We agree that the results deserve a high level summary. We emphasize that our bounds show that the algorithms are `no regret', i.e. their average regret approaches zero as the seller's horizon T increases. Also, our lower bound proves that a buyer discount rate less than 1 is necessary for any algorithm to be no-regret. These are the first bounds of this type for the presented setting. To gain further intuition regarding the bounds, it helps to parametrize the seller horizon T_\gamma as a function of T, e.g. T_\gamma = T^{c} for 0 <= c <= 1. Writing it in this fashion, we see that the Monotone algorithm has regret at most O(T^{c + 1/2}), and the Phased algorithm has regret at most O((log T)^{1/\sqrt{c}} T^{\sqrt{c}}) if we choose \alpha = \sqrt{c}. The lower bound in Corollary 3 states that, in the worst case, any seller will incur a regret of at least Omega(T^c). Closing the gap between these upper and lower bounds will be the subject of further research. We will include this discussion in a camera-ready version.

3) To address some of the more minor concerns:

- "regret bound depends on both the number of possible prices and \Delta_p"

This is a fair point, but please note that these are a standard quantities in stochastic bandit problems. For example, the UCB algorithm's regret bound also depends on these quantities.
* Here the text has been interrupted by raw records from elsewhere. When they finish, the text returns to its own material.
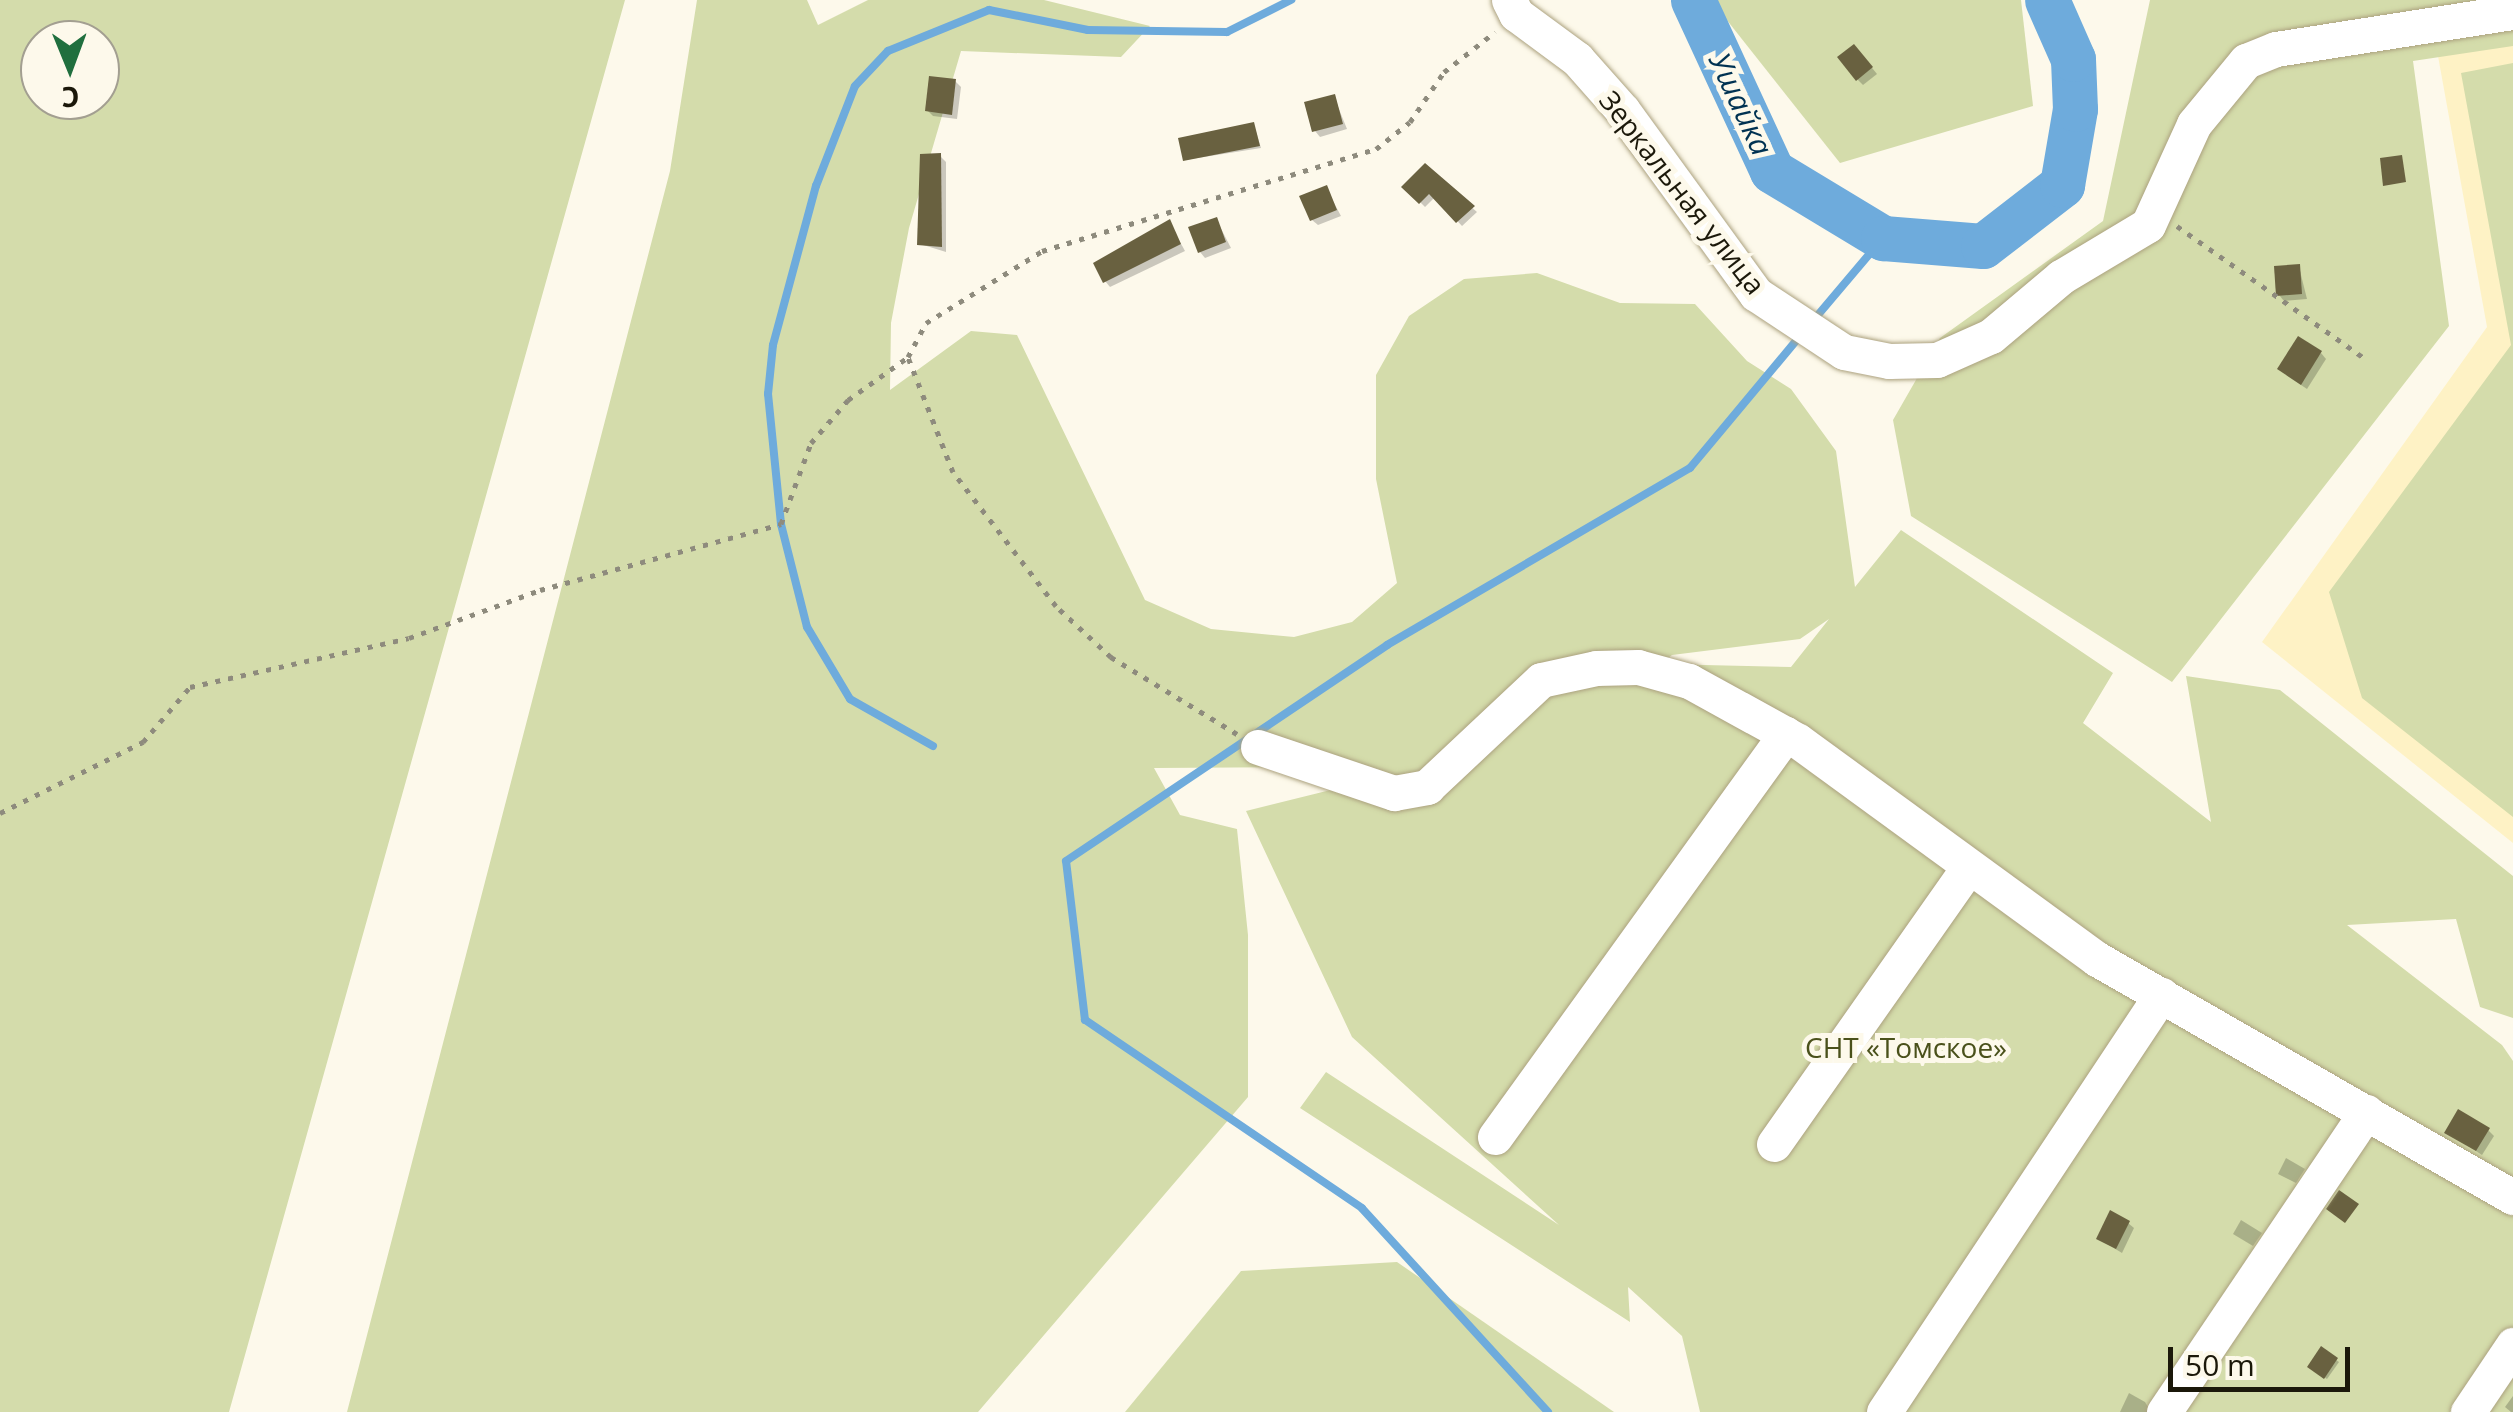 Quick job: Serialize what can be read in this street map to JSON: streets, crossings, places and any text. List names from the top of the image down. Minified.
{"streets":{"street":["Зеркальная улица"]},"water":["Ушайка"],"parks":["СНТ «Томское»"],"scale_bar":"50 m","north":"bottom"} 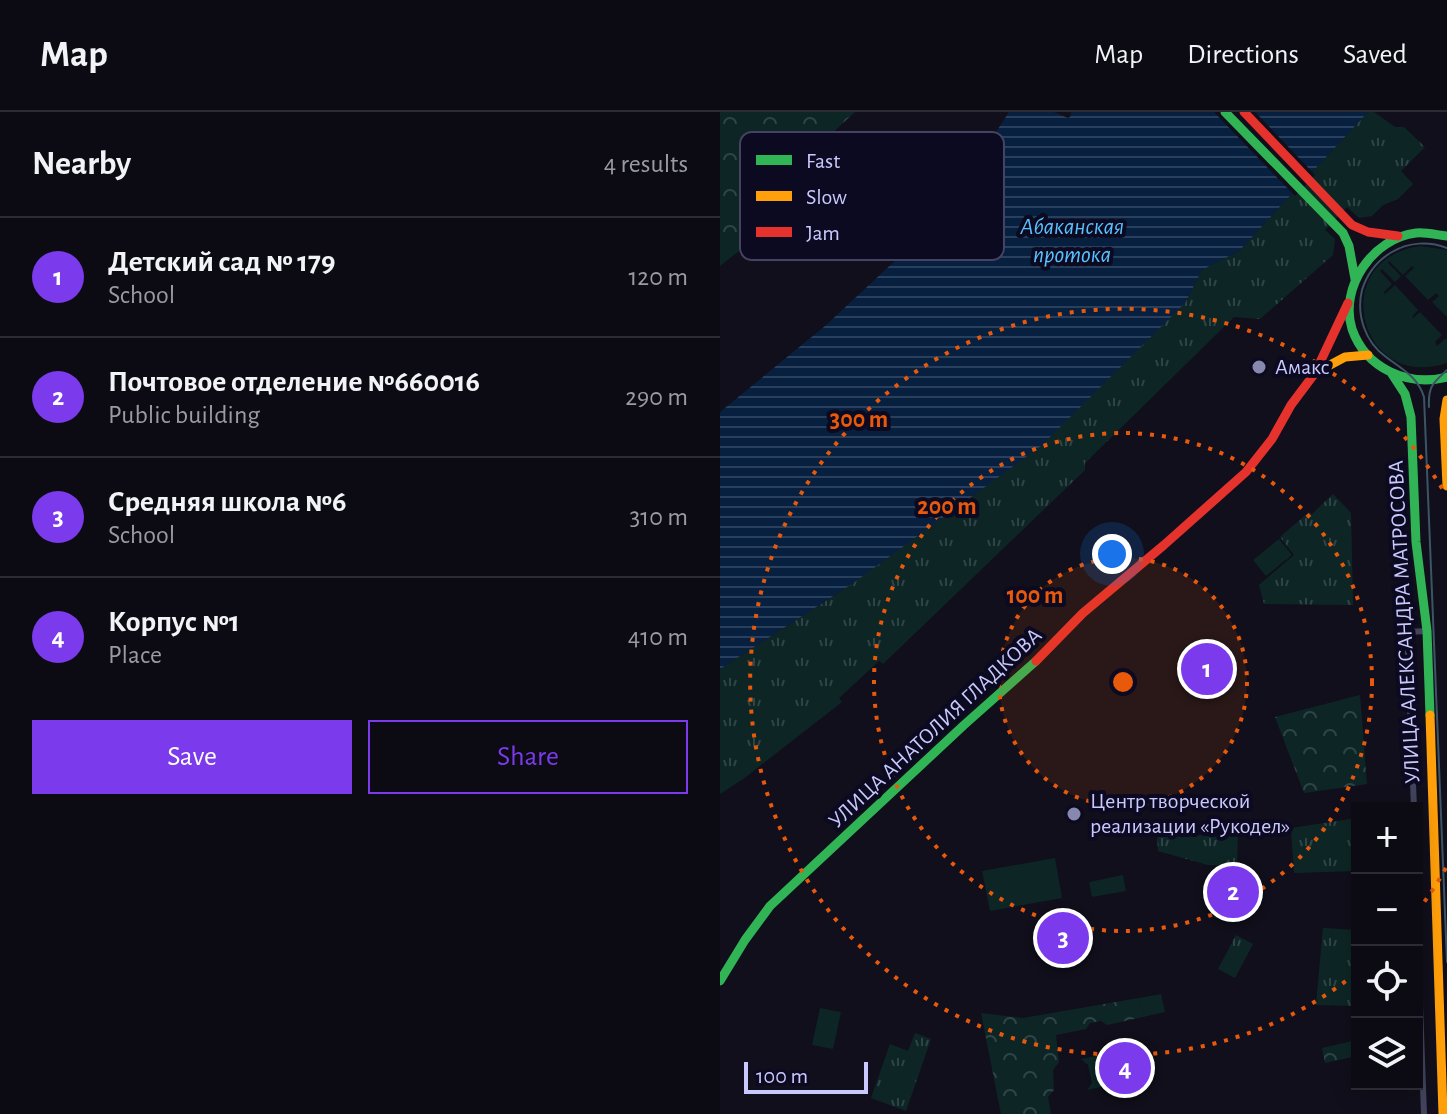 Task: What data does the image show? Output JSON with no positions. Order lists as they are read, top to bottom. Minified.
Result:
{"streets":{"main road":["УЛИЦА АЛЕКСАНДРА МАТРОСОВА","УЛИЦА АНАТОЛИЯ ГЛАДКОВА"]},"water":["Абаканская протока"],"places":["Амакс","Центр творческой реализации «Рукодел»"],"legend":["Fast","Slow","Jam"],"scale_bar":"100 m","page":{"header":"Map","nav":["Map","Directions","Saved"],"heading":["Nearby","4 results"],"list":[{"mark":"1","name":"Детский сад № 179","note":"School","value":"120 m"},{"mark":"2","name":"Почтовое отделение №660016","note":"Public building","value":"290 m"},{"mark":"3","name":"Средняя школа №6","note":"School","value":"310 m"},{"mark":"4","name":"Корпус №1","note":"Place","value":"410 m"}],"pins":["1","2","3","4"],"buttons":["Save","Share"],"map_buttons":["+","−"],"scale":"100 m"},"rings":["300 m","200 m","100 m"]} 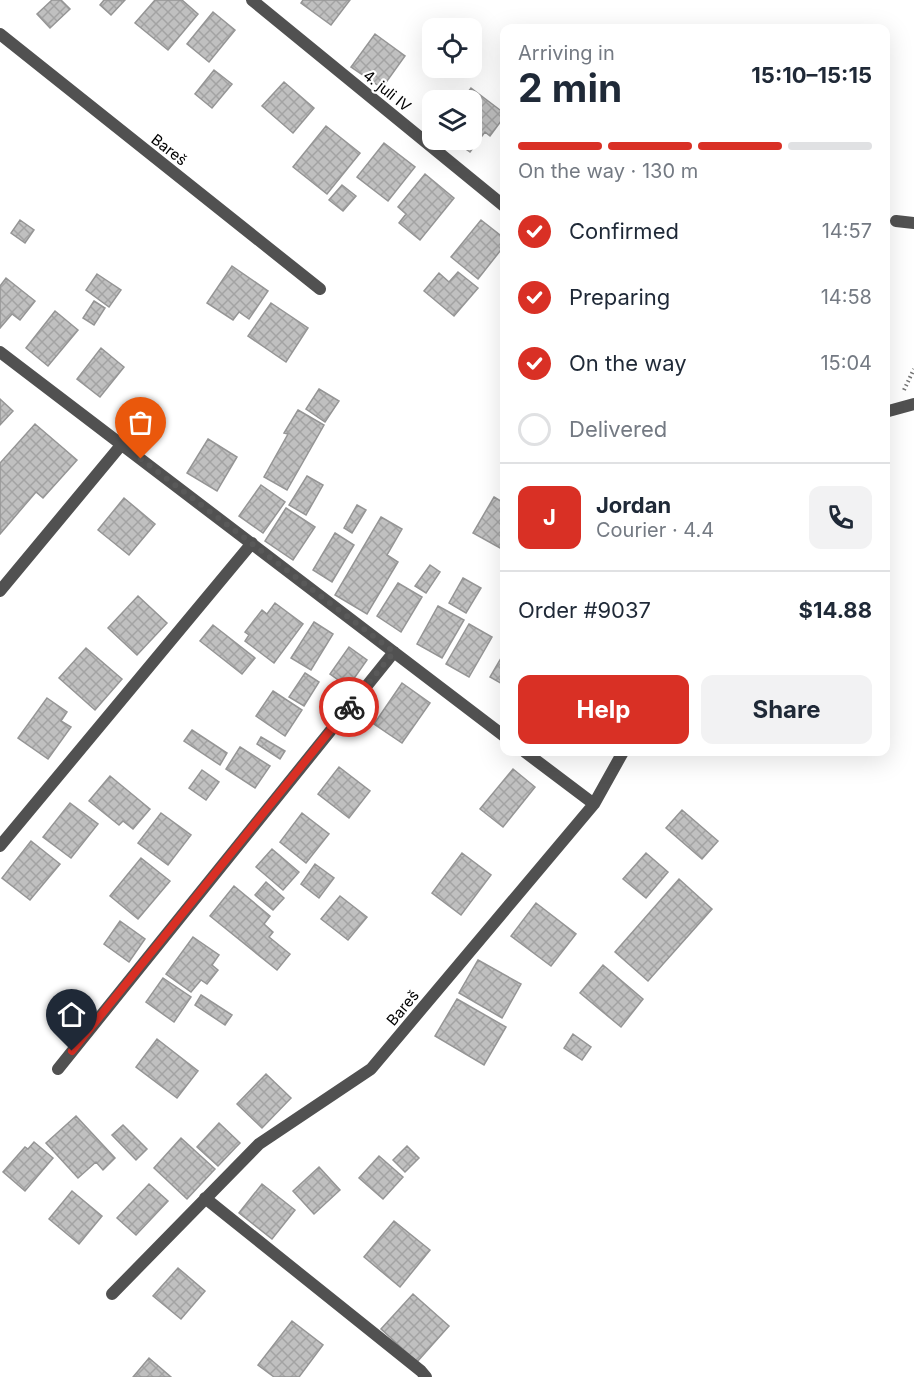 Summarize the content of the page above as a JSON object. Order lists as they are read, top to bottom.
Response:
{
  "streets": {
    "street": ["4. juli IV", "Bareš"]
  },
  "page": {
    "heading": ["2 min", "Arriving in", "15:10–15:15"],
    "panel": [
      "Jordan",
      "Courier · 4.4",
      "Order #9037",
      "$14.88"
    ],
    "bar": "On the way · 130 m",
    "list": [
      ["Confirmed", "14:57"],
      ["Preparing", "14:58"],
      ["On the way", "15:04"],
      "Delivered"
    ],
    "round": "J",
    "buttons": ["Help", "Share"]
  }
} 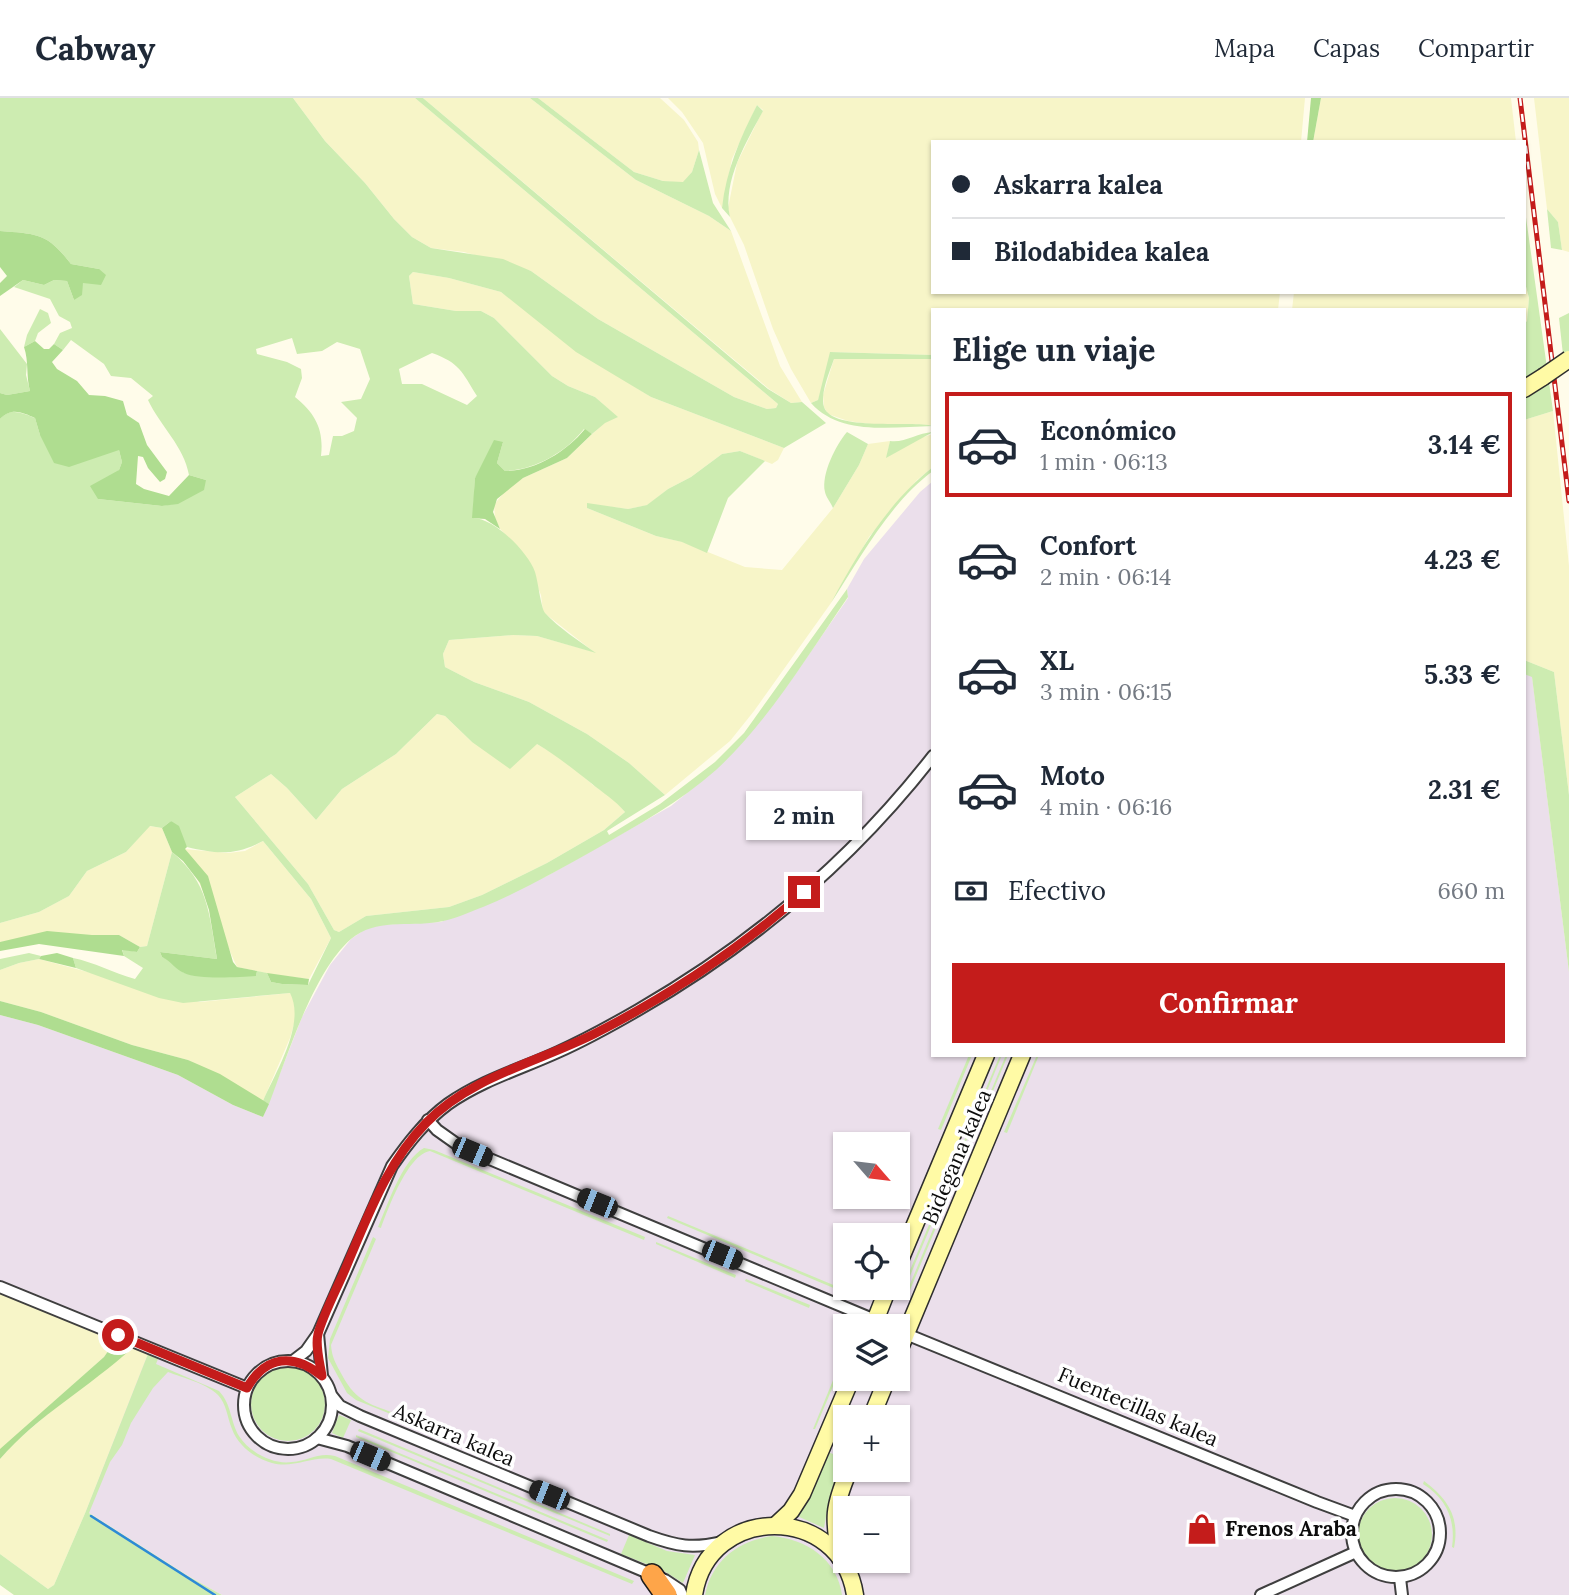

- "I suspect there may be related work on repeated games with incomplete information"

We also researched this literature, and were surprised not to find anything particularly relevant. Much previous work has focused on characterizing the equilibria of repeated games. Also note that the repeated game we study is not zero-sum.

- "discussion for infinite or large number of possible prices"

This is a very interesting direction, though somewhat orthogonal to the focus of our submission in the sense that continuous action spaces also warrant special treatment in standard online learning models. We believe techniques from the literature on 'continuum-armed bandits' [Agrawal 96, Kleinberg 2005] could be adapted to our setting.

- All reviewers felt that the proofs could have been improved by moving the exposition from the appendix to the main body. We agree, and will do so. We will also correct the issues with notation.

References:
Agrawal, Rajeev (1995) "The continuum-armed bandit problem". SIAM Journal on Control and Optimization.
Kleinberg, Robert (2005) "Nearly tight bounds for the continuum-armed bandit problem". NIPS 17.